3.3 Phase structure and surface chemical state
The Co3O4 QDs, CoP, ZCS and O/ZCS/P-x
samples were further performed by X-ray diffraction (XRD) to determine
the phase composition. As displayed in Fig. 3a, the XRD pattern of
Co3O4 QDs matches well with
cubic phase
Co3O4 (PDF#42-1467) [30], and the
characteristic peaks at 36.6°, 44.8°, 59.4° and 65.1° can be severally
indexed to the (311), (400), (511) and (440) crystal planes of cubic
phase Co3O4. Meanwhile, the diffraction
peaks at 31.6°, 36.2°, 48.1° and 56.7° in the XRD pattern of the bare
CoP were in accordance with the
(011), (111), (211) and (212) crystal planes of orthorhombic CoP
(PDF#29-497) [36,37]. Fig. 3b displays the XRD patterns of ZCS and
ZCS-based hybrids.
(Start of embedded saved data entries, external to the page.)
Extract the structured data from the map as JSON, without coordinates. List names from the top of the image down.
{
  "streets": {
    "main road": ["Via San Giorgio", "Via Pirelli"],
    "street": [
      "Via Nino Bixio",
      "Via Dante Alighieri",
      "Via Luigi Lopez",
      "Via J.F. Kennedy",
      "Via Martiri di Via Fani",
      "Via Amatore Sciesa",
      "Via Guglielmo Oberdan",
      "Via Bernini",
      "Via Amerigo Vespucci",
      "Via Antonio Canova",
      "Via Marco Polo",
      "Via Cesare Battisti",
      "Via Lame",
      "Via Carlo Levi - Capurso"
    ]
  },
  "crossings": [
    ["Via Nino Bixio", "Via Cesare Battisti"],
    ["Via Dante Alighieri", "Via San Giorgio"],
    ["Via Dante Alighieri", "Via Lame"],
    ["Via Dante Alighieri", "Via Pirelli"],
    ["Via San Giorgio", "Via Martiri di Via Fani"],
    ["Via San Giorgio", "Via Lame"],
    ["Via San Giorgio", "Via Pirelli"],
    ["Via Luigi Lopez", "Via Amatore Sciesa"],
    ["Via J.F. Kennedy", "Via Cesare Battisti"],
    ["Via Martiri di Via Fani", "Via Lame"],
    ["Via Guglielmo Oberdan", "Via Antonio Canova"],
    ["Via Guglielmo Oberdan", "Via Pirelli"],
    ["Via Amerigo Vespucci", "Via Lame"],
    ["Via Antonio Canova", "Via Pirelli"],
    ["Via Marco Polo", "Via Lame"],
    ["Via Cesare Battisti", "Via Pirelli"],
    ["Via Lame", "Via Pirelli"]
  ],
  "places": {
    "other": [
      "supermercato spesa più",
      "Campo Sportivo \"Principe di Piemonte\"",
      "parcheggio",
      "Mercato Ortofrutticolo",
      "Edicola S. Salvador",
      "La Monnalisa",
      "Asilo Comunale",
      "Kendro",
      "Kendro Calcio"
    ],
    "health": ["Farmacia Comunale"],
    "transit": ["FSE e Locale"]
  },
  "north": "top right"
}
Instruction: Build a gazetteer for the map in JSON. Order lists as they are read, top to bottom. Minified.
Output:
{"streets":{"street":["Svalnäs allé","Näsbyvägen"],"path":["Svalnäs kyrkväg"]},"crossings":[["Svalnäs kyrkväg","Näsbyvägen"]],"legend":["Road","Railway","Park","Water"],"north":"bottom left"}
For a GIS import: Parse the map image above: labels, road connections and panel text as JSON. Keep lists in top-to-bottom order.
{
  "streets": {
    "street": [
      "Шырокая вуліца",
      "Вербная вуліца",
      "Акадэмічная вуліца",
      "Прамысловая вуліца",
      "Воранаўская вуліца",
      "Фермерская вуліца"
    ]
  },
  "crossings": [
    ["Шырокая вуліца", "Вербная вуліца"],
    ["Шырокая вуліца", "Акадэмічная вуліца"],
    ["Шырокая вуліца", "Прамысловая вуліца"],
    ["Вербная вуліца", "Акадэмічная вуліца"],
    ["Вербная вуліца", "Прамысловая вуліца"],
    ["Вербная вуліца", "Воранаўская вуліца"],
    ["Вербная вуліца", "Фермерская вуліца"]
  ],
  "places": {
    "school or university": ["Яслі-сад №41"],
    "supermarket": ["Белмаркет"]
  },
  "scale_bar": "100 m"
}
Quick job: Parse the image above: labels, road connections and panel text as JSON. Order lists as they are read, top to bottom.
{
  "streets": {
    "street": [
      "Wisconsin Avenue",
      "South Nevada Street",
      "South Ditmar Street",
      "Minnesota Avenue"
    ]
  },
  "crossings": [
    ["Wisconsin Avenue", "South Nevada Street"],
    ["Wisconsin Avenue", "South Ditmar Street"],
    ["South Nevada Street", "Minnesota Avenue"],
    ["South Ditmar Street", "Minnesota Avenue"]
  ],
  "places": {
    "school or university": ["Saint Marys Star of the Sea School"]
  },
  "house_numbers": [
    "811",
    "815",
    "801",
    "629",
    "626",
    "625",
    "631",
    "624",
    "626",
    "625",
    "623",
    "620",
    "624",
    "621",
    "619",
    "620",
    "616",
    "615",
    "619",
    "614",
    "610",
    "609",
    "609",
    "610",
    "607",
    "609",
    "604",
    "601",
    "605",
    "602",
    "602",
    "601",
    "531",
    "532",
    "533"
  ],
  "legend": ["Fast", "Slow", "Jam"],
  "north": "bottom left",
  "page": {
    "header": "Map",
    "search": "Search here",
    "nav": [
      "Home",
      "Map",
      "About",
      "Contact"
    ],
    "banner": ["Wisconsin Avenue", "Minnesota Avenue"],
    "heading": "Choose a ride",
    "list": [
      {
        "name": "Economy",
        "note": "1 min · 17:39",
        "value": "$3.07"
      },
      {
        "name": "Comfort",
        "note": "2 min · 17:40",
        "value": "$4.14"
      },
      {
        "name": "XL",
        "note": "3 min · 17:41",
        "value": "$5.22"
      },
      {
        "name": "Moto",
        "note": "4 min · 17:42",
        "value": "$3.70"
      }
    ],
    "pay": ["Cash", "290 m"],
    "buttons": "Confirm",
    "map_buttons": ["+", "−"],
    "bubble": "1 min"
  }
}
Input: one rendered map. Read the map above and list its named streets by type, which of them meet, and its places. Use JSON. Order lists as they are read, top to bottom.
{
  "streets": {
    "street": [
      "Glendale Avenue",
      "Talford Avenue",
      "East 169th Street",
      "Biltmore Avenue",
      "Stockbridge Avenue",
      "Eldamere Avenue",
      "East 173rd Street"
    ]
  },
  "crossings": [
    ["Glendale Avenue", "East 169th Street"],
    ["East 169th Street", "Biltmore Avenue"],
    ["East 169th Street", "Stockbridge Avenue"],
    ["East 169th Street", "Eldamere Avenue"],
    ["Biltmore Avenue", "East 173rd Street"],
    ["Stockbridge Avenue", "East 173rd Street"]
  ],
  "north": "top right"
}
The representative diffraction peaks of at 26.1°,
27.8°, 29.5°, 38.4°, 45.9°, 50.2° and 54.5° can be severally indexed to
the (100), (002), (101), (102), (110), (103) and (112) crystal planes of
hexagonal Zn0.5Cd0.5S (PDF #89-2943)
[38]. However, no visible diffraction peaks of
Co3O4and CoP were presented in all ZCS-based samples, which is because of the
extremely low content and crystallinity of
Co3O4 and CoP. Nevertheless, the
presence of Co3O4 and CoP in the
O/ZCS/P-x composites has been proved by EDS and element mapping
techniques as displayed in Fig. 2.
The X-ray photoelectron spectroscopy (XPS) was applied to investigate
the surface composition and chemical states of the as-obtained samples.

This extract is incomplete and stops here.